Но что там камень рубин, ежели князь Меншиков ежегодный доход с имений и вотчин 150000 рублей имел, а также «и других трезоров, сиречь драгоценностей, великое множество, а именно в каменьях считалось на полтора миллиона рублей».
Брат Эрнст сильно сокрушался, что те, кому доверено было имущество изымать, пустыми пожитками увлеклись. Рубахи да скатерти считали, юбки да корсеты, посуду серебряную описывали, вплоть до «блюда, что бреютца», и «уринника с ручкою», сиречь ночного горшка. А вот чистых денег у князя во всех его сундуках менее ста тысяч оказалось, в рублях и, небольшой частью, «чюжеземной монетой». Сущая безделица!
Самый памятный разговор между братьями перед сговором на сватовство произошел. Вызвал средний брат Густава поздно вечером, сидели они вдвоем в небольшой зале посередине – подальше от дверей и ушей непрошенных.
Брат Эрнст даже парик снял – в жар его кинуло. Камин ярко пылал, несмотря на печи изразцовые – холодная зима в тот год приключилась. Посмотрел на младшего брата, глазами его с ног до головы смерил. Спросил:
– Говорят, ты по-русски хорошо знаешь?
Густав плечами пожал:
– В Польше боле десятка лет прожил, а польский с русским куда как схожи – не мог понять, куда брат клонит.
– Жену-то русскую тебе Анна сватает… Думаешь, зря ее с братом из ссылки чуть не сразу после коронации под светлы очи затребовала? Еще в Курляндии слухами об опале Меншикова интересовалась, да чего там, каждое слово ловила.
Меншиков покойный ей ведь не один раз дорогу переходил. До сих пор не забыла, как приходилось ей на свою вдовью долю плакаться. Дядя ее Петр, российский император, ей содержание положил для Курляндии немалое, но все через руки Меншикова шло. За каждую полушку ей кланяться униженно приходилось, все к рукам его загребущим прилипало. При мне она к Российском двору отписывала, что даже нарочитого платья не имеет, жены курляндские и то наряднее, богаче одеты.

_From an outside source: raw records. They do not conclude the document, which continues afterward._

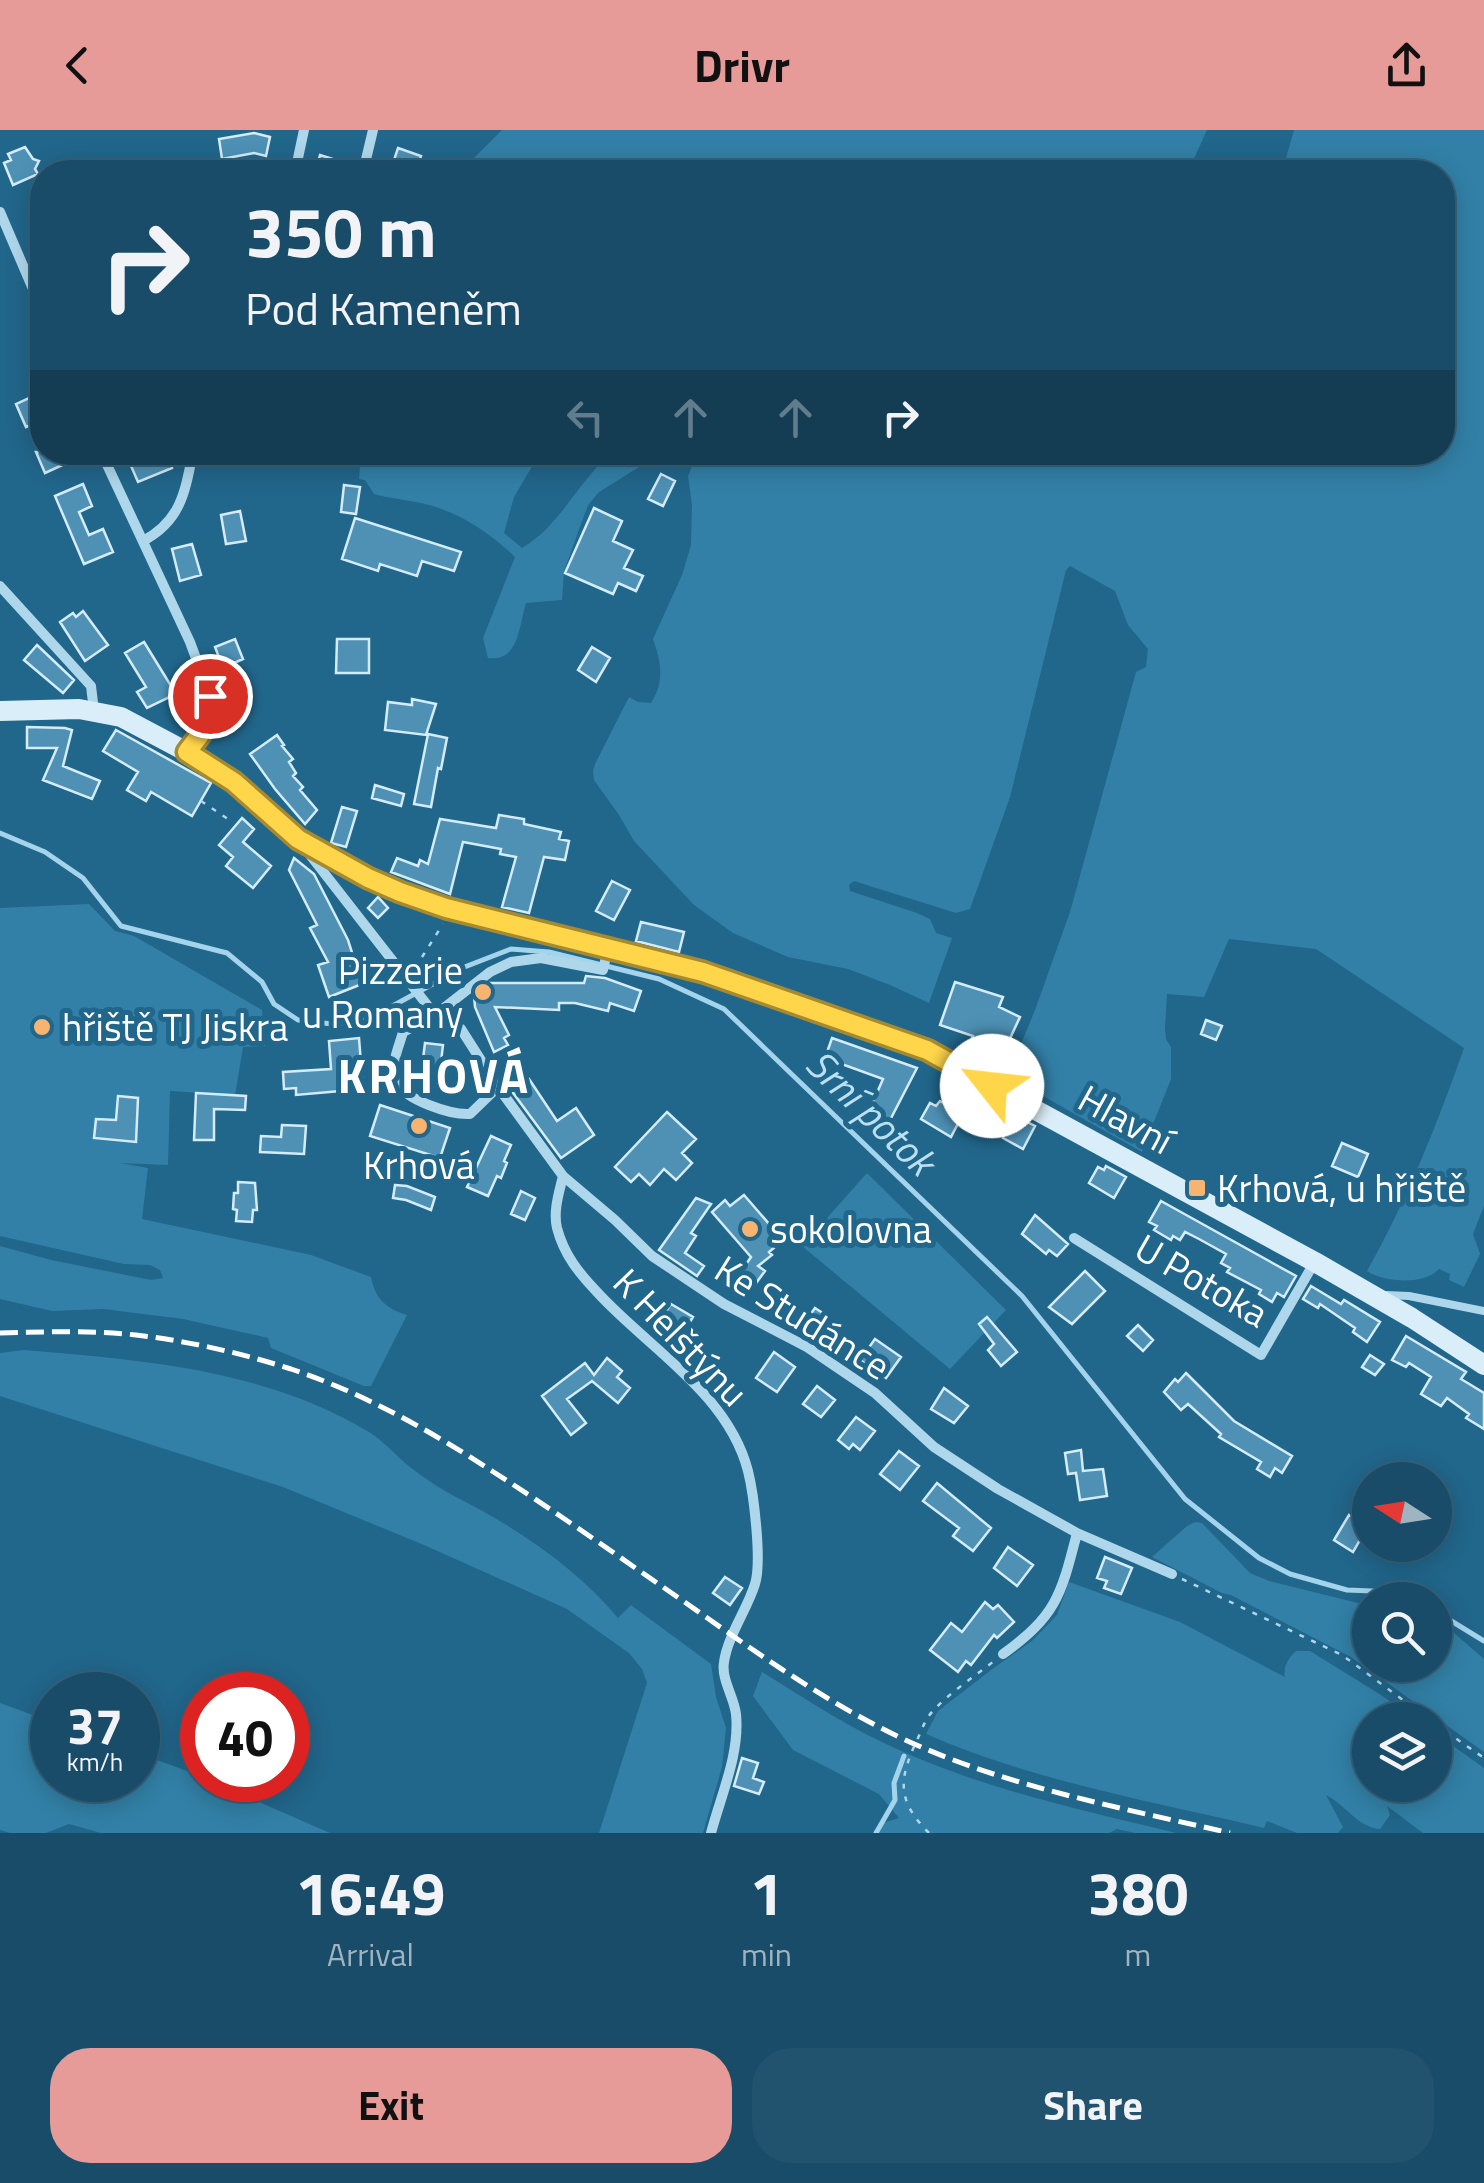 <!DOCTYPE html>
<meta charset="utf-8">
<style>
body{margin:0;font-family:"Titillium Web",sans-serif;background:#22536e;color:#f1f3f6;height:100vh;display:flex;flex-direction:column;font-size:38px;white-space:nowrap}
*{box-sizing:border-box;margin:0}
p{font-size:32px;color:#9fb4c0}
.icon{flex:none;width:55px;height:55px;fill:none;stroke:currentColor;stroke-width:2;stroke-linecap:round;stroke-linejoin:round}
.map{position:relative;height:1703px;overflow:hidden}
.details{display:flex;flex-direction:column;background:#194c68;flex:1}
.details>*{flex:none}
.banner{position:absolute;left:30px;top:30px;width:1425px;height:305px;border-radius:40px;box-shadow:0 5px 25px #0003,0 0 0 2px #37637c;background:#194c68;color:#f1f3f6;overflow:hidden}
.needle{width:65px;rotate:282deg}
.fabs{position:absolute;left:1352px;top:1332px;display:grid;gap:20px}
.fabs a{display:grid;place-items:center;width:100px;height:100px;border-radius:50%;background:#194c68;box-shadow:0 5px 25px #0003,0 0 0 2px #37637c;font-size:50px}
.speed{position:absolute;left:30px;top:1542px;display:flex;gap:20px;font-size:50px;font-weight:700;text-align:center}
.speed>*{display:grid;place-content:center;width:130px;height:130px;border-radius:50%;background:#194c68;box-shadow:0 5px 25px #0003,0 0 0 2px #37637c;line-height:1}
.speed small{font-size:25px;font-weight:400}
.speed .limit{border:15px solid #d22;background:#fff;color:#111}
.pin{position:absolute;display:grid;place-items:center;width:85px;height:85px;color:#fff;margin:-42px;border:5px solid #fff;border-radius:50%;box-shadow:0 2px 10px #0007}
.me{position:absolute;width:110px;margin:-55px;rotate:299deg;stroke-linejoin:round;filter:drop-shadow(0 0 8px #0008)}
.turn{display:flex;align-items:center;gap:35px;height:210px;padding:0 50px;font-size:45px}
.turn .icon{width:130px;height:130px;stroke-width:2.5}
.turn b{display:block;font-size:70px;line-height:85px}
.lanes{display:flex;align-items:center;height:95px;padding:0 50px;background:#0003;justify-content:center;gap:50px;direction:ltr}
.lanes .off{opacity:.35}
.eta{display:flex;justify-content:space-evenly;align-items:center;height:170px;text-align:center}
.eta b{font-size:60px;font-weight:700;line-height:70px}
.action{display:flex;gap:20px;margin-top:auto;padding:20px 50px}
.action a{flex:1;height:115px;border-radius:40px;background:#e69b98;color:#111;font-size:40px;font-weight:700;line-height:115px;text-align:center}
.action a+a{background:#22536e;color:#f1f3f6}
header{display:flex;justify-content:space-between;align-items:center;height:130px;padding:0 50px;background:#e69b98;color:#111;font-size:45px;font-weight:700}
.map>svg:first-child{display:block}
.green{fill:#3280a7}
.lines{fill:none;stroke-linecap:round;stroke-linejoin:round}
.stream{stroke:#a3d4ec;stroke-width:5}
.building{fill:#4e91b5;stroke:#d4ecf8;stroke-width:2.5}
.path{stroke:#afd7eb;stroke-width:2.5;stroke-dasharray:5 8;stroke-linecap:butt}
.lane{stroke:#afd7eb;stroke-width:8}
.street{stroke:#afd7eb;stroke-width:10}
.secondary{stroke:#daeef9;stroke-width:20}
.rail{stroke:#fff;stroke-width:5;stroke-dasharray:18 8;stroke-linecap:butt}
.route-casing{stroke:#a68a30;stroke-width:25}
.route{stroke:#ffd54a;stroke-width:18}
.poi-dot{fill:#f7b471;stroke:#21668b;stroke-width:4}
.labels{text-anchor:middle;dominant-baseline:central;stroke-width:10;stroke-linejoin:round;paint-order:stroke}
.poi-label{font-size:38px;fill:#fff;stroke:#21668b;text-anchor:start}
.street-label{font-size:38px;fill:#fff;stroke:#21668b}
.water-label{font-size:40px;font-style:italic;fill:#bbe0f2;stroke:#21668b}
.district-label{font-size:48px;font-weight:bold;letter-spacing:2.5px;fill:#fff;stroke:#21668b}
</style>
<header><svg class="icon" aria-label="back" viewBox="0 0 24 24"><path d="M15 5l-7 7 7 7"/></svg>Drivr<svg class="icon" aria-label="share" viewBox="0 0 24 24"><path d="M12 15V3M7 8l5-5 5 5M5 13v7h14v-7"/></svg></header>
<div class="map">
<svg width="1484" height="1703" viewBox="0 0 1484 1703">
<rect width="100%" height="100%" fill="#21668b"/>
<path class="green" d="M502,0H1207L1188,42H460Z
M1294,0H1484V1076L1473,1104L1480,1124L1464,1157L1449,1150L1450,1144L1439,1139C1425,1155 1385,1153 1367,1141C1407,1070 1437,995 1464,918L1316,819L1229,809L1204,867L1167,864L1165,898L1166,909L1171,917V949L1142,1022L1013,949L1010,941L1035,880L1070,782L1136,542L1146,537L1148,519L1128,495L1115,461L1070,436L1066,440L1010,667L970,779L956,783L854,751L849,755L850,761L917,783L930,789L936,803L952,808L929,873L890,855L848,839L788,827L733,803L694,775L634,711L619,685L594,650L593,641L595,634L629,567L638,572L651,573C665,551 661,532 653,509L682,445L691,415L692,375L688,346L698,323L1442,322V42H1282Z
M361,323H540L514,367L504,403L522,418C549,402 564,378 582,355C591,344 599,335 606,323H656L652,329L599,362L588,375L564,441L562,470L526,473C519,496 519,532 488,528L483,508L515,427C490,403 462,384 429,375C411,370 392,369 374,364L365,350L359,349Z
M89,774L115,801L134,806L262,880L265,916L243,917L235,965L170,961L168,1035L120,1033L148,1038L142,1089L311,1125L371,1147C375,1168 386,1179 407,1185L371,1256H364L271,1218L268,1208L183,1189L103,1179L52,1181L0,1169V1116L51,1130L151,1150L163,1148L160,1140L150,1135L124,1134L0,1106V778Z
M867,1043L1006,1180L950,1239L802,1116Z
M24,1220C142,1230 265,1239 369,1302C384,1311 396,1326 410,1337C423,1347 439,1358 454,1366C514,1396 575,1436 618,1488L631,1475L711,1534L716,1567L726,1598L722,1637L703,1703H599L647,1553L642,1539L629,1523L567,1479L424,1415L283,1357L0,1266V1223Z
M1195,1392L1202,1393L1250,1443L1269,1451L1370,1476V1535H1435V1493L1447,1497L1484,1529V1622L1351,1527L1231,1465L1222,1463L1152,1427L1187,1396Z
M1069,1452L1180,1492L1285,1547C1283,1538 1287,1529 1296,1521H1310L1381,1565L1416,1590H1370V1655H1435V1603L1484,1638V1703H1423L1387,1676L1390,1685L1380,1699C1357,1697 1346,1675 1326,1665L1343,1697L1338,1703H1297L1267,1691L1264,1698C1151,1671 1033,1651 926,1604L938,1581L991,1540L1032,1511L1057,1485Z
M762,1542C801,1566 840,1592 882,1612C975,1657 1076,1679 1176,1703H1135L1117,1699L1109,1703H878L883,1693L899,1688L879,1664L793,1620L753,1566Z
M0,1573L52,1592V1650H138V1623L198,1645L202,1647V1650H209L330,1703H101L69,1694L46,1703H10L0,1700Z"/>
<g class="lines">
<path class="stream" d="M0,703L45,722L83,748L121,796L227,823L262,852L274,874L298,890L332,894L367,890L462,838L511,819L549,822L659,849L724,879L1022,1166L1185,1369L1259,1428L1290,1444L1347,1460L1397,1462L1414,1470
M1435,1481L1484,1511
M876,1703L895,1670L894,1653L904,1626"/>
</g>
<path class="building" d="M254,3L270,7L266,26L254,23L222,29L219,9Z
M25,17L33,29L39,31L35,39L38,44L13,55L4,33L11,30L8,24Z
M398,18L421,26L416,42H390Z
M320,25L333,29L329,42L316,40Z
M42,262V290L26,297L16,274Z
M36,322H91L45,343Z
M125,322H166L172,338L138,352Z
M661,344L675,351L663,376L648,369Z
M83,354L92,376L79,382L89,405L103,399L113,422L84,434L55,366Z
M344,355L360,357L356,384L341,382Z
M594,378L622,391L613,411L633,420L624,438L643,446L636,461L618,453L613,464L565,443Z
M240,381L246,411L226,414L221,385Z
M355,388L461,422L454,441L422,431L417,446L380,434L378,441L342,429Z
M192,414L201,445L180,451L172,419Z
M83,481L108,515L85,531L60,492L73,483L76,487Z
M235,509L243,529L223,538L215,517Z
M337,509H369V543H336Z
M144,512L176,564L147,578L137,562L146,557L125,523Z
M37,515L74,550L63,563L24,530Z
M592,517L610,528L596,552L578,540Z
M412,569L436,574L426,605L385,600L388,572L412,575Z
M27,597L65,598L72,600L63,636L100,651L92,669L43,650L57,618H27Z
M116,600L211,653L192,686L151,662L146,671L127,660L138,642L103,621Z
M428,604L447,608L441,639L438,638L431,677L414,674Z
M277,605L284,615L282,616L293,629L289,632L296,643L293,646L303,657L300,660L317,680L305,694L275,659L250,624Z
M375,655L404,664L401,676L372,668Z
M342,677L357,681L346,717L331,713Z
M499,685L524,689V694L561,702L559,709L569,711L565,730L544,727L529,783L502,777L516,727L500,724L501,719L463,712L450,764L391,742L397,728L418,736L420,730L428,734L440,689L496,698Z
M242,688L254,699L243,712L271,736L253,758L226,736L233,727L219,715Z
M294,728L314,744L348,810L362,854L329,867L318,835L328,832L310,798L317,795L289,740Z
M612,751L630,760L614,790L596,781Z
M378,767L388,778L378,788L368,778Z
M641,792L684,802L679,822L636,811Z
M586,846L605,848L641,861L634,881L610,873L608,881L575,873H559V880L495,877L509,905L504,908L508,915L494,922L475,877L474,866L490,853H584Z
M955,852L1003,867L999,877L1020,887L999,932L968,917L973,906L940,895Z
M1206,890L1222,896L1216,910L1201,904Z
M359,908L363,959L296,965V958L284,959L283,942L331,939L329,911Z
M832,908L917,938L889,992L869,981L883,949L825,928Z
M425,913L443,915L440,940L422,937Z
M529,949L557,991L576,978L594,1005L561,1028L511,960Z
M196,963L246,966L245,980L214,979V1010H194Z
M118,966L138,968L136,1012L94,1008L96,989L116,990Z
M940,971L963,984L951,1007L921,989L930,973L936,976Z
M380,975L450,998L440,1028L370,1006Z
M667,982L696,1009L682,1023L692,1033L676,1050L664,1039L650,1055L639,1044L631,1052L615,1037Z
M1009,983L1035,996L1023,1019L1003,1008L1006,1001L1001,998Z
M282,995L306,996L304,1024L260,1022L261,1006L281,1007Z
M491,1006L511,1015L504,1031L507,1033L501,1048L497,1046L488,1066L467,1057Z
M1342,1013L1368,1024L1358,1047L1332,1036Z
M1106,1036L1126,1047L1114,1068L1089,1053L1098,1037L1104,1040Z
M238,1052L255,1053L257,1080H253L252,1092L236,1091L237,1080L233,1079L234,1063H238Z
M395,1055L407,1056L435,1067L431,1080L406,1070L393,1068Z
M521,1061L535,1068L525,1090L511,1084Z
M744,1065L783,1110L769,1122L772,1125L758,1136L765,1141L745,1168L730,1158L751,1127L712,1082L725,1070L730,1076Z
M696,1068L711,1074L691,1103L696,1106L685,1123L704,1136L697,1146L659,1120Z
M1161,1071L1296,1146L1284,1167L1277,1163L1272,1172L1259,1164L1261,1160L1227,1142L1230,1138L1221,1133L1226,1124L1199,1109L1185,1102L1180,1110L1173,1106L1171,1110L1154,1100L1157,1096L1149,1092Z
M1035,1085L1068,1114L1057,1126L1049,1120L1046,1124L1022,1104Z
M1085,1141L1105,1161L1072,1194L1049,1177Z
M1311,1156L1341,1174L1344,1170L1380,1192L1367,1212L1353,1202L1355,1198L1320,1174L1318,1178L1303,1169Z
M671,1174L693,1187L679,1210L647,1192L655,1179L664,1184Z
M815,1178L829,1187L819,1201L805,1192Z
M987,1187L1017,1222L1001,1236L988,1220L994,1214L979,1194Z
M1138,1195L1153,1210L1143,1221L1127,1206Z
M1406,1206L1466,1242L1461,1249L1484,1263V1299L1466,1288L1469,1284L1447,1268L1441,1276L1421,1264L1431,1247L1409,1233L1406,1237L1392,1230Z
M875,1209L901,1227L886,1248L860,1230Z
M774,1222L795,1237L777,1262L756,1248Z
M1370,1225L1384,1234L1375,1245L1362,1237Z
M607,1228L622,1241L617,1247L630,1258L618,1273L592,1251L567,1269L586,1293L571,1305L542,1266L585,1233L594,1245Z
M1186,1243L1234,1291L1292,1326L1282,1343L1275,1338L1270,1347L1257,1339L1261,1332L1219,1307L1221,1304L1188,1274L1181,1280L1164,1262L1175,1249L1178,1252Z
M817,1256L835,1270L821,1287L803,1274Z
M944,1258L968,1276L954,1293L931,1279Z
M856,1287L875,1301L860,1320L853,1314L849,1319L838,1310Z
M1081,1320L1083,1341L1103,1339L1107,1366L1080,1370L1076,1343L1068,1344L1065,1323Z
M899,1321L919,1336L900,1360L880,1344Z
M937,1353L991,1398L973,1421L953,1406L959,1398L923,1371Z
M1349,1385L1368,1396L1353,1422L1334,1410Z
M1008,1417L1033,1435L1017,1456L994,1438Z
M1105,1427L1132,1438L1121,1464L1104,1458L1107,1451L1097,1448Z
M725,1447L742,1458L730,1475L713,1463Z
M985,1472L993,1479L998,1475L1014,1492L997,1508L994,1505L971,1535L966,1531L958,1542L930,1520L951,1493L962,1502Z
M742,1628L758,1633L753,1648L764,1652L759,1664L734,1656Z"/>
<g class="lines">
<path class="path" d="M201,671L228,689
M415,838L443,794
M1182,1449L1342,1525L1430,1590
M1435,1594L1484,1628
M929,1703C896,1670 899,1649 917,1610C922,1600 925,1589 932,1582C950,1562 974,1547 994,1531"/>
<path class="lane" d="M1386,1165L1409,1166L1484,1181"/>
<path class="street" d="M295,42L304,0
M363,42L373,0
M0,82L42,180
M101,322L190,512L212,572L210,590L187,622
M143,411C181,391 185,362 193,322
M0,456L91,556L94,581
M307,721L435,885L447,888L461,899L498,957L563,1046L615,1090L652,1126L724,1174L807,1217L875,1263L934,1317L998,1359L1077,1403L1172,1444
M498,957L470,984C451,985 404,970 396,951C389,937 399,917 403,902L435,885L490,842L511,832L541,828L603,840L608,818
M563,1046C559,1063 553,1081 557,1098C564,1125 579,1143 597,1162C648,1218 728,1263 748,1341C754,1365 762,1432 755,1454C747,1480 728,1505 724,1532C721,1549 734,1567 736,1584C740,1624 721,1665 711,1703
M1074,1108L1261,1225L1314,1133
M1003,1524C1057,1485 1061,1465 1077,1403"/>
<path class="secondary" d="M0,581L79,579L121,587L187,622L228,647L298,709L317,721L400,762L447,777L703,842L927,921L1315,1132L1412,1188L1484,1235"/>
<path class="rail" d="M0,1203C45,1202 91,1200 136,1205C188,1211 241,1223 291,1239C363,1263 429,1300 492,1341C558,1383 622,1429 686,1473C750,1518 814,1564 883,1599C990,1654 1114,1676 1230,1703"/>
</g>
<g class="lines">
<g class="route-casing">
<path id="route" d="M210,566C216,590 200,604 187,622L234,652L298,709L368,748L400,762L446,778L703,842L927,920L992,956"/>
</g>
<use href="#route" class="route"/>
</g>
<g class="poi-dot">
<circle cx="483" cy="862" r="10"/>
<circle cx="42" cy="897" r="10"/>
<circle cx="419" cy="996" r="10"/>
<rect x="1187" y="1048" width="20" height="20" rx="5"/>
<circle cx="750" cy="1099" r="10"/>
</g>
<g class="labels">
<g class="poi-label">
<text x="463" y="840" text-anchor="end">Pizzerie<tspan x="463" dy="44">u Romany</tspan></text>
<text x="62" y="897">hřiště TJ Jiskra</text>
<text x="419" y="1035" text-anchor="middle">Krhová</text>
<text x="1217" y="1058">Krhová, u hřiště</text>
<text x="770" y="1099">sokolovna</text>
</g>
<g class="street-label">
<text transform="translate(1126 989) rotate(29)">Hlavní</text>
<text transform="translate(1202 1150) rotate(30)">U Potoka</text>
<text transform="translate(803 1187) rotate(32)">Ke Studánce</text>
<text transform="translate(681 1207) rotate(46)">K Helštýnu</text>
</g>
<g class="water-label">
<text transform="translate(871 982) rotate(44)">Srní potok</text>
</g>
<g class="district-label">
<text x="434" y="945">KRHOVÁ</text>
</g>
</g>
</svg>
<div class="fabs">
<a><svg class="needle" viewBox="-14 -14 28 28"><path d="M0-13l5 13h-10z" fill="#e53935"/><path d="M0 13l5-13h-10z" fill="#9fb4c0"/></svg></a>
<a><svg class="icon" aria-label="search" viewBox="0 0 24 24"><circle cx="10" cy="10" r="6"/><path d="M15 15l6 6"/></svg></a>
<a><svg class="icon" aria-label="layers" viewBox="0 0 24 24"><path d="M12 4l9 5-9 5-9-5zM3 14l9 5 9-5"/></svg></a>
</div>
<div class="speed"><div>37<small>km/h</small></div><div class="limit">40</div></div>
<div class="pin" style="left:210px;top:566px;background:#d93025"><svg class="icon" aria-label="arrive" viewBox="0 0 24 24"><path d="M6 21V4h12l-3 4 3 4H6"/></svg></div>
<svg class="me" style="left:992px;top:956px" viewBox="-20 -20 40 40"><circle r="19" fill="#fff"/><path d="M0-13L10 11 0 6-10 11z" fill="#ffd54a"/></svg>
<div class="banner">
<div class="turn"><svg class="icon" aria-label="right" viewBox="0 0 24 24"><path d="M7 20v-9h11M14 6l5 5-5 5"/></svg><div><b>350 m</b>Pod Kameněm</div></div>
<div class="lanes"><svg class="icon off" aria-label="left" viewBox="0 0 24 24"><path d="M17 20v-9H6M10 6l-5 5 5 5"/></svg><svg class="icon off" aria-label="ahead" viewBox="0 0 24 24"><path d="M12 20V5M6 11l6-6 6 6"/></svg><svg class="icon off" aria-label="ahead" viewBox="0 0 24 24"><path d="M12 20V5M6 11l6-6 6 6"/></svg><svg class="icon" aria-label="right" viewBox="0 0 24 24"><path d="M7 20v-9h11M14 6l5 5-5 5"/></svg></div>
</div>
</div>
<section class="details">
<div class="eta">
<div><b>16:49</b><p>Arrival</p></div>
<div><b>1</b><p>min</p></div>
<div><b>380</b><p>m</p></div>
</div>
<div class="action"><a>Exit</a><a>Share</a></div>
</section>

Пуще того, сразу после, как Анна Иоанновна овдовела, пустился Данилыч, как Меншикова за глаза звали, во все тяжкие. Ни больше, ни меньше, самому герцогом Курляндским стать возжелал! Не хватало ему еще одного титула! Но тогда господь отвел. А может, русский царь притопнул за такую гордыню – говорят, он и поколачивал своего бывшего денщика, если тот особо зарывался.
И еще раз Меншиков Анне дорогу перешел. Ты тогда уж взрослым был; не доходили до польских войск слухи, что сватается к курляндской вдове Мориц Саксонский?
– Об этом много говорили. Граф Мориц к тому времени уже знаменит был. Сын короля Августа, хоть и не от законного брака рожден.
– Вот-вот, и полководец блестящий, и кровь королевская в жилах. Курляндский ландтаг за него горой встал, даже сама Анна в его сторону качнулась. Своими глазами читал, что она в письме писала: «Оной принц мне не противен»… Я уж думал, что придется мне нового места искать.
Эрнст усмехнулся, забарабанил пальцами по столу.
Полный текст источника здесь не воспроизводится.